= The problem =
Pictures do not belong in your copy. Repeat all the other data exactly.

Records contained in a dataset
>>>>>

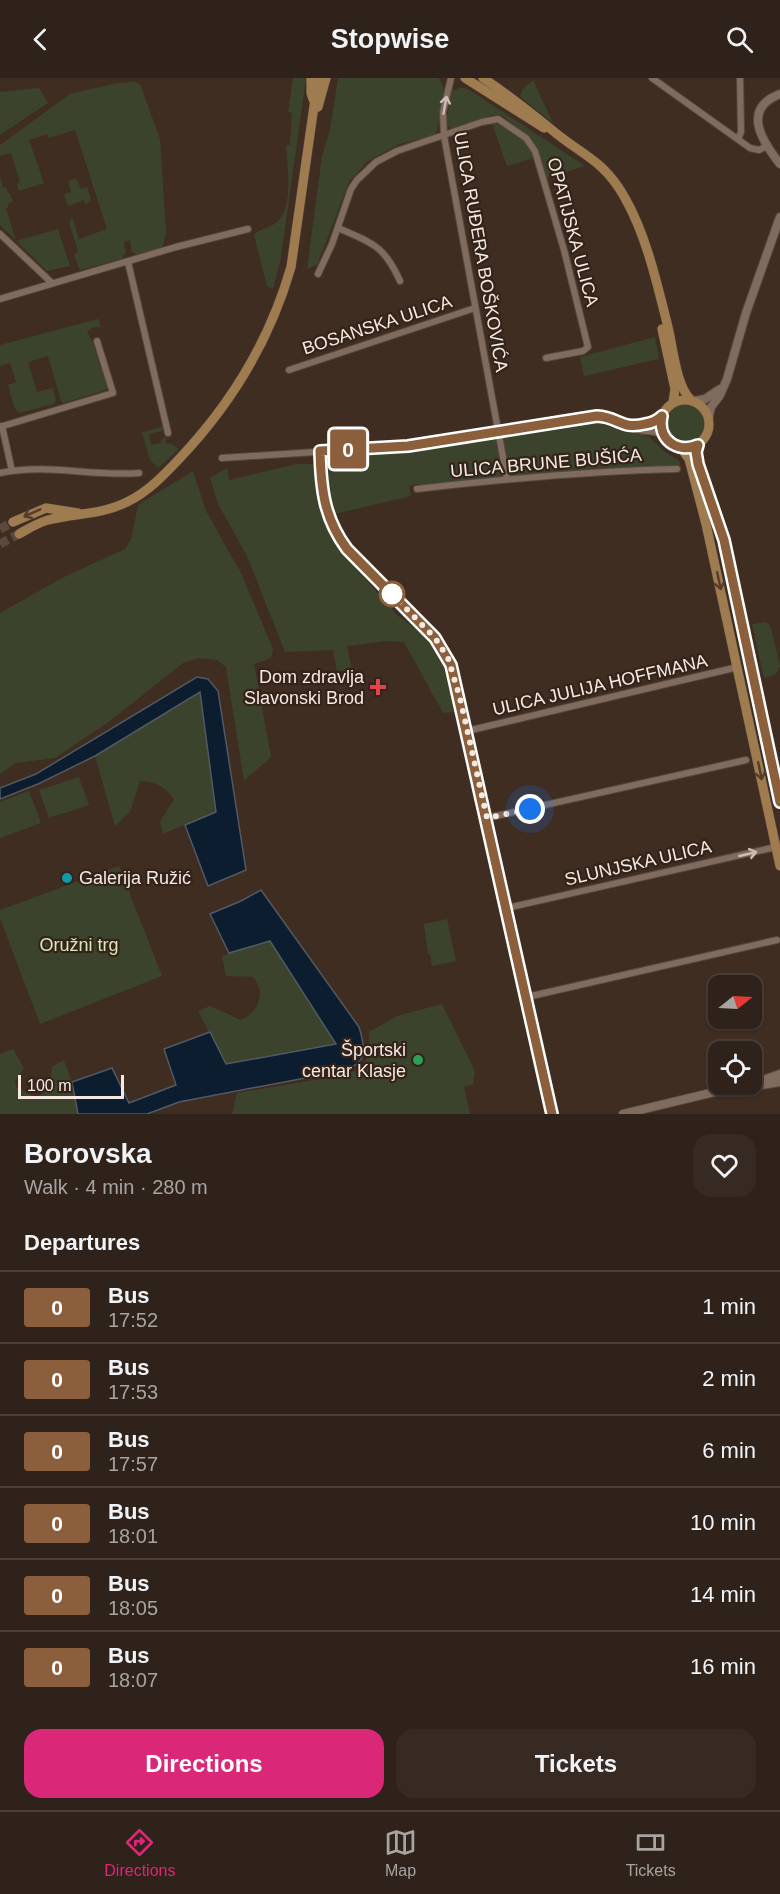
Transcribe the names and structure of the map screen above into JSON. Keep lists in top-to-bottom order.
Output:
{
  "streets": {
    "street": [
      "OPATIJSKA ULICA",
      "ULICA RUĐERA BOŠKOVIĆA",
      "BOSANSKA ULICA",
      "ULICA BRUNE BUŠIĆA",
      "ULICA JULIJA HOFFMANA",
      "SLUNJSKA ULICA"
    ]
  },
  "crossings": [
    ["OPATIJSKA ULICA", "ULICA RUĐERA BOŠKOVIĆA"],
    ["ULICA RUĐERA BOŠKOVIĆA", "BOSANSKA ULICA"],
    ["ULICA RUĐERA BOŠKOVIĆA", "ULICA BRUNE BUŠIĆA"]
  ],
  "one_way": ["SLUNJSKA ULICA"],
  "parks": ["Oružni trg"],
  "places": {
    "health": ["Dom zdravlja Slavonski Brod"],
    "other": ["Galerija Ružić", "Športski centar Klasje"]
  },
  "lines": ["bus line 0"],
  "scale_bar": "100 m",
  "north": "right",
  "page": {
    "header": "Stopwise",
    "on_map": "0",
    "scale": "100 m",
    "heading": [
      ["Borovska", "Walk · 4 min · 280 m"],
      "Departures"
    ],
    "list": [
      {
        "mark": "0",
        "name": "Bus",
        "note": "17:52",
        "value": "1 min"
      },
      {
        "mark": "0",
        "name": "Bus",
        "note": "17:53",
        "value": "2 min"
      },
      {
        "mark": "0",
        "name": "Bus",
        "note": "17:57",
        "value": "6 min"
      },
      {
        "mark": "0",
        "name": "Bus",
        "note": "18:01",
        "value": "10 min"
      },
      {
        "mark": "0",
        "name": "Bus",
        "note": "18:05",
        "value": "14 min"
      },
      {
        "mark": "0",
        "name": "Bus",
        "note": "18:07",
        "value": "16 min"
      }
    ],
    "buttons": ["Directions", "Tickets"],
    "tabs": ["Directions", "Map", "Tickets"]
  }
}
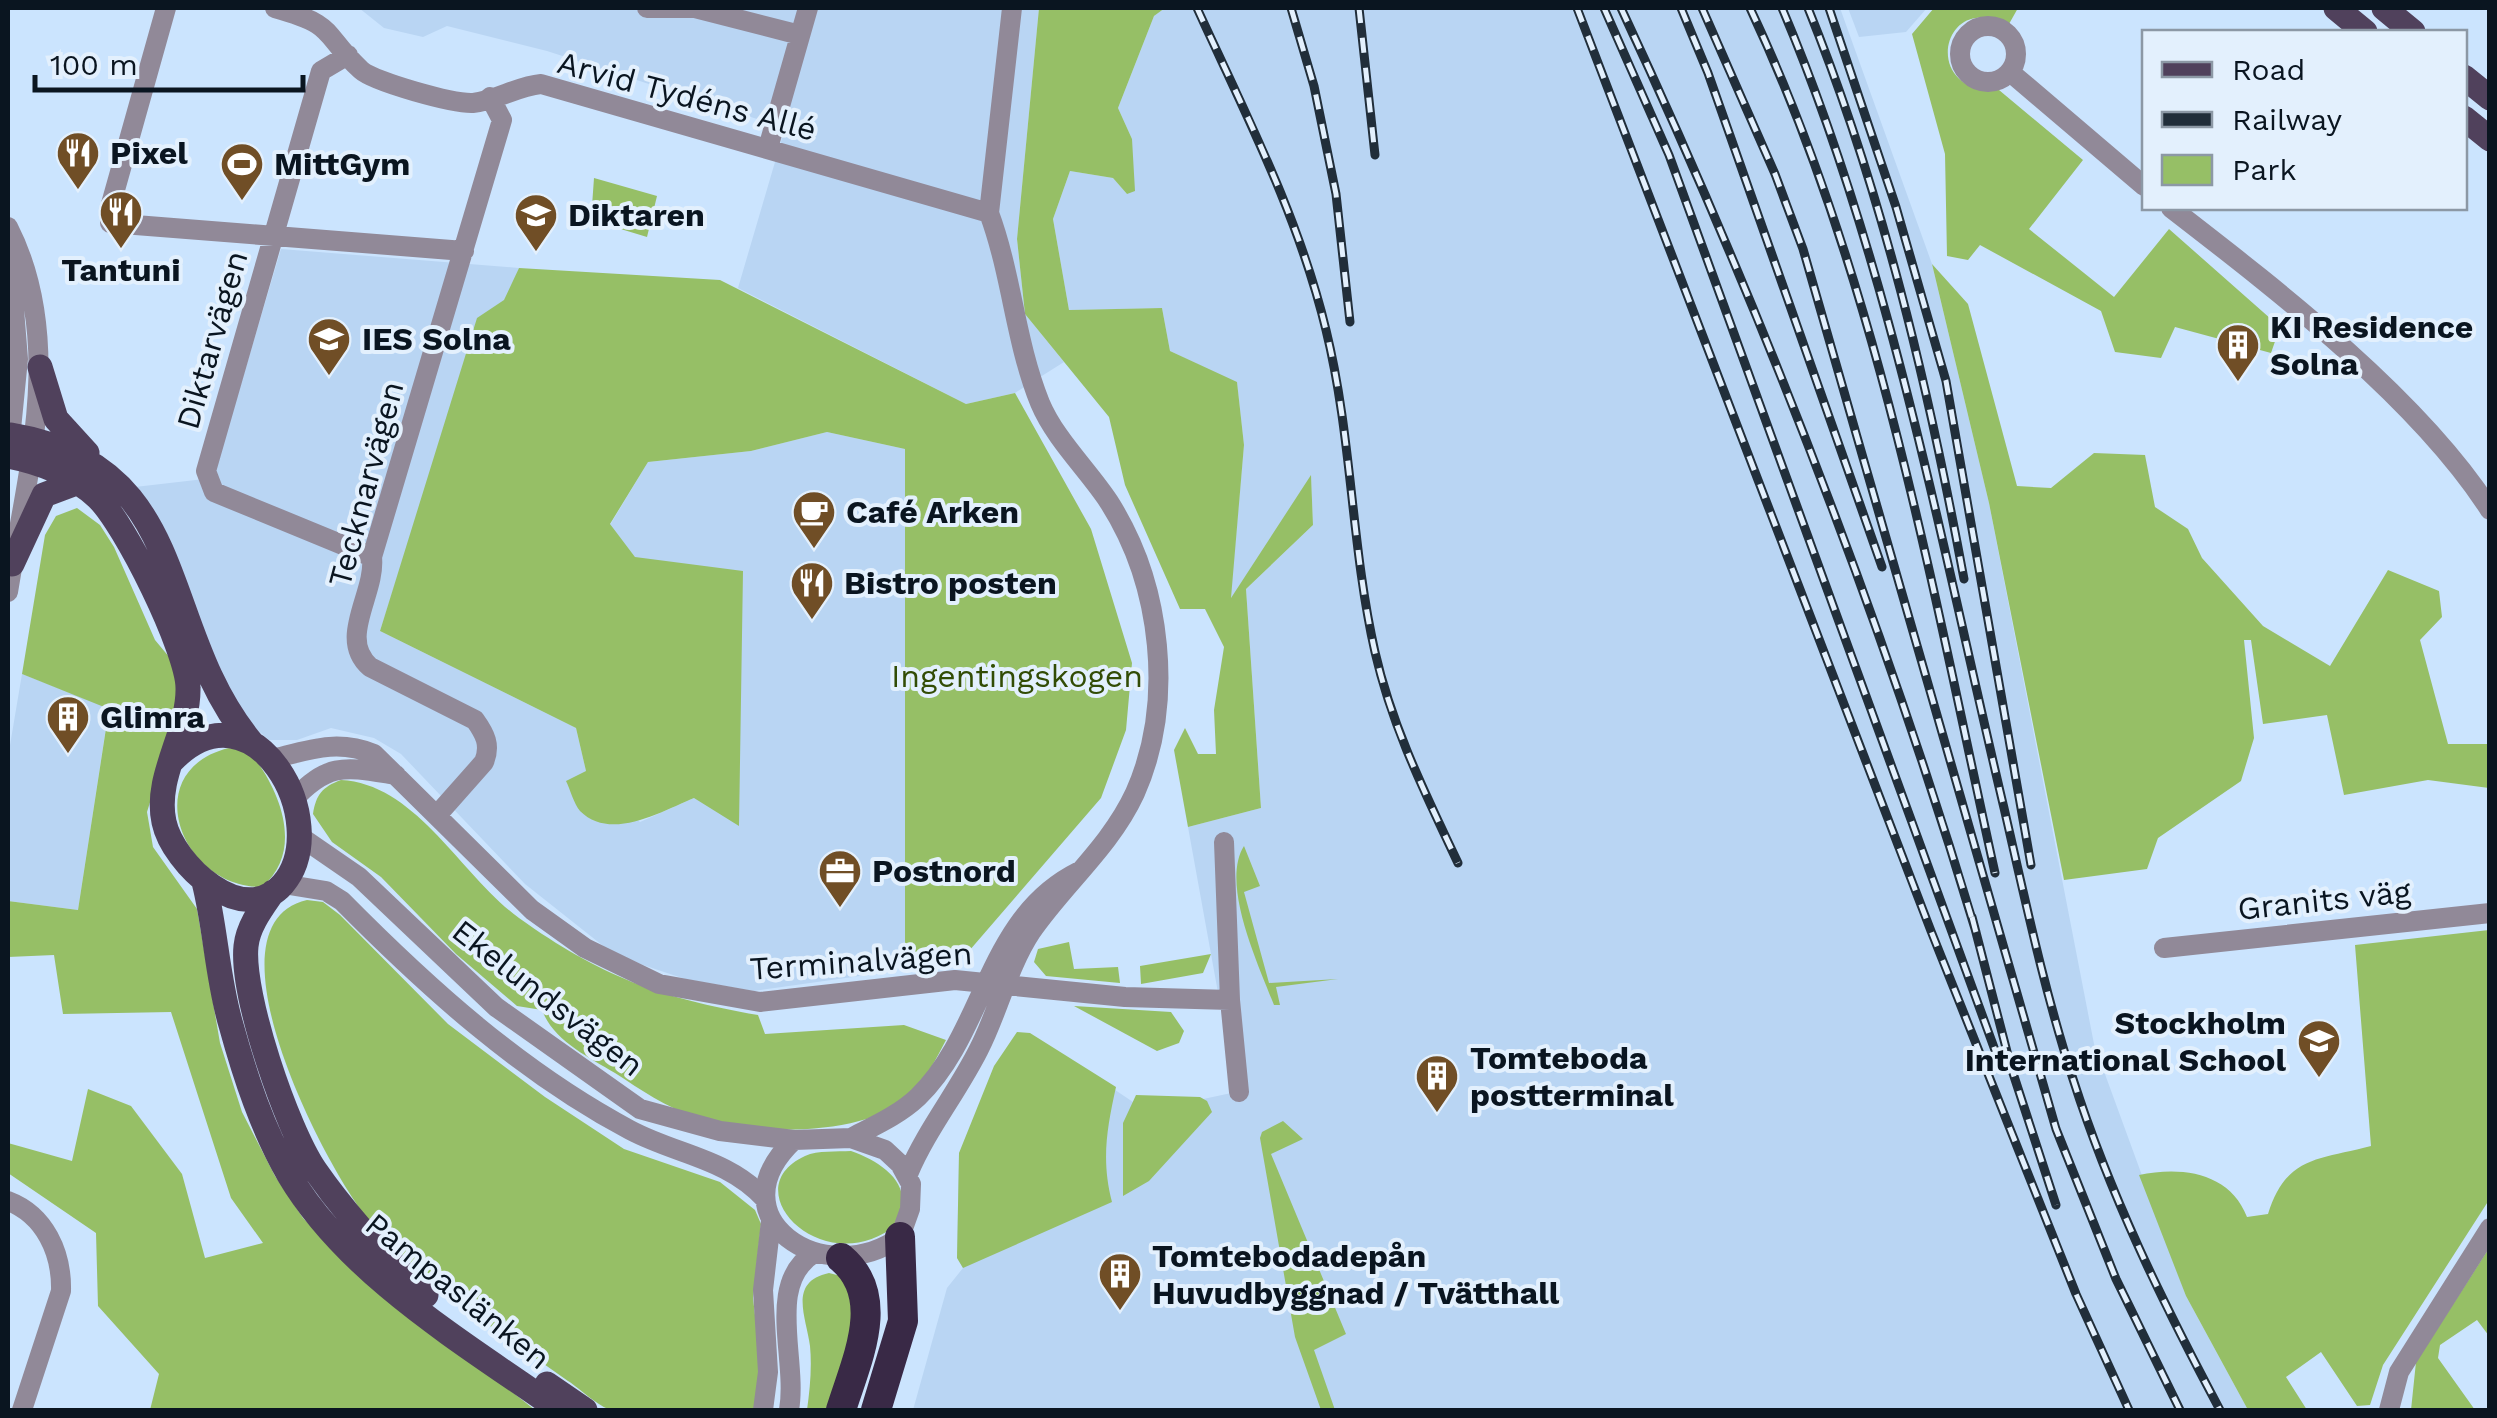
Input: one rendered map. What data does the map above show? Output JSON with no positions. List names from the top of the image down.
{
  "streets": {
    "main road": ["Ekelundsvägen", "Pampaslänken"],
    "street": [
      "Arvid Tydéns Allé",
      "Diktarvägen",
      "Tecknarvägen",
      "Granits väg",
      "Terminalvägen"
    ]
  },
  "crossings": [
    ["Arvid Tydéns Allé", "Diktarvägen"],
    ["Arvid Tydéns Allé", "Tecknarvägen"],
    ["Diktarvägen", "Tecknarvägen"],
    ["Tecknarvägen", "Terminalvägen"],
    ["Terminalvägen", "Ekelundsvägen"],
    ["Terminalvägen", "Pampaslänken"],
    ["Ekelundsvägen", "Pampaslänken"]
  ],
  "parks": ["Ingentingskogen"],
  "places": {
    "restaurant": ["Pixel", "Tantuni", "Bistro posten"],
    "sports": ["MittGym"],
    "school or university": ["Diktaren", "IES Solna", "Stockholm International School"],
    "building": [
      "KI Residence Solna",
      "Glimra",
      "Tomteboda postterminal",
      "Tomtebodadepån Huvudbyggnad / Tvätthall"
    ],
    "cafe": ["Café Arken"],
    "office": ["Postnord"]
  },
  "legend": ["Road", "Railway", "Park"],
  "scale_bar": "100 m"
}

<<<<<

= Output for this task =
Transcribe the names and structure of the map screen above into JSON. Keep lists in top-to-bottom order.
Output:
{
  "streets": {
    "street": [
      "OPATIJSKA ULICA",
      "ULICA RUĐERA BOŠKOVIĆA",
      "BOSANSKA ULICA",
      "ULICA BRUNE BUŠIĆA",
      "ULICA JULIJA HOFFMANA",
      "SLUNJSKA ULICA"
    ]
  },
  "crossings": [
    ["OPATIJSKA ULICA", "ULICA RUĐERA BOŠKOVIĆA"],
    ["ULICA RUĐERA BOŠKOVIĆA", "BOSANSKA ULICA"],
    ["ULICA RUĐERA BOŠKOVIĆA", "ULICA BRUNE BUŠIĆA"]
  ],
  "one_way": ["SLUNJSKA ULICA"],
  "parks": ["Oružni trg"],
  "places": {
    "health": ["Dom zdravlja Slavonski Brod"],
    "other": ["Galerija Ružić", "Športski centar Klasje"]
  },
  "lines": ["bus line 0"],
  "scale_bar": "100 m",
  "north": "right",
  "page": {
    "header": "Stopwise",
    "on_map": "0",
    "scale": "100 m",
    "heading": [
      ["Borovska", "Walk · 4 min · 280 m"],
      "Departures"
    ],
    "list": [
      {
        "mark": "0",
        "name": "Bus",
        "note": "17:52",
        "value": "1 min"
      },
      {
        "mark": "0",
        "name": "Bus",
        "note": "17:53",
        "value": "2 min"
      },
      {
        "mark": "0",
        "name": "Bus",
        "note": "17:57",
        "value": "6 min"
      },
      {
        "mark": "0",
        "name": "Bus",
        "note": "18:01",
        "value": "10 min"
      },
      {
        "mark": "0",
        "name": "Bus",
        "note": "18:05",
        "value": "14 min"
      },
      {
        "mark": "0",
        "name": "Bus",
        "note": "18:07",
        "value": "16 min"
      }
    ],
    "buttons": ["Directions", "Tickets"],
    "tabs": ["Directions", "Map", "Tickets"]
  }
}
Input: one rendered map. What data does the map above show? Output JSON with no positions. List names from the top of the image down.
{
  "streets": {
    "main road": ["Ekelundsvägen", "Pampaslänken"],
    "street": [
      "Arvid Tydéns Allé",
      "Diktarvägen",
      "Tecknarvägen",
      "Granits väg",
      "Terminalvägen"
    ]
  },
  "crossings": [
    ["Arvid Tydéns Allé", "Diktarvägen"],
    ["Arvid Tydéns Allé", "Tecknarvägen"],
    ["Diktarvägen", "Tecknarvägen"],
    ["Tecknarvägen", "Terminalvägen"],
    ["Terminalvägen", "Ekelundsvägen"],
    ["Terminalvägen", "Pampaslänken"],
    ["Ekelundsvägen", "Pampaslänken"]
  ],
  "parks": ["Ingentingskogen"],
  "places": {
    "restaurant": ["Pixel", "Tantuni", "Bistro posten"],
    "sports": ["MittGym"],
    "school or university": ["Diktaren", "IES Solna", "Stockholm International School"],
    "building": [
      "KI Residence Solna",
      "Glimra",
      "Tomteboda postterminal",
      "Tomtebodadepån Huvudbyggnad / Tvätthall"
    ],
    "cafe": ["Café Arken"],
    "office": ["Postnord"]
  },
  "legend": ["Road", "Railway", "Park"],
  "scale_bar": "100 m"
}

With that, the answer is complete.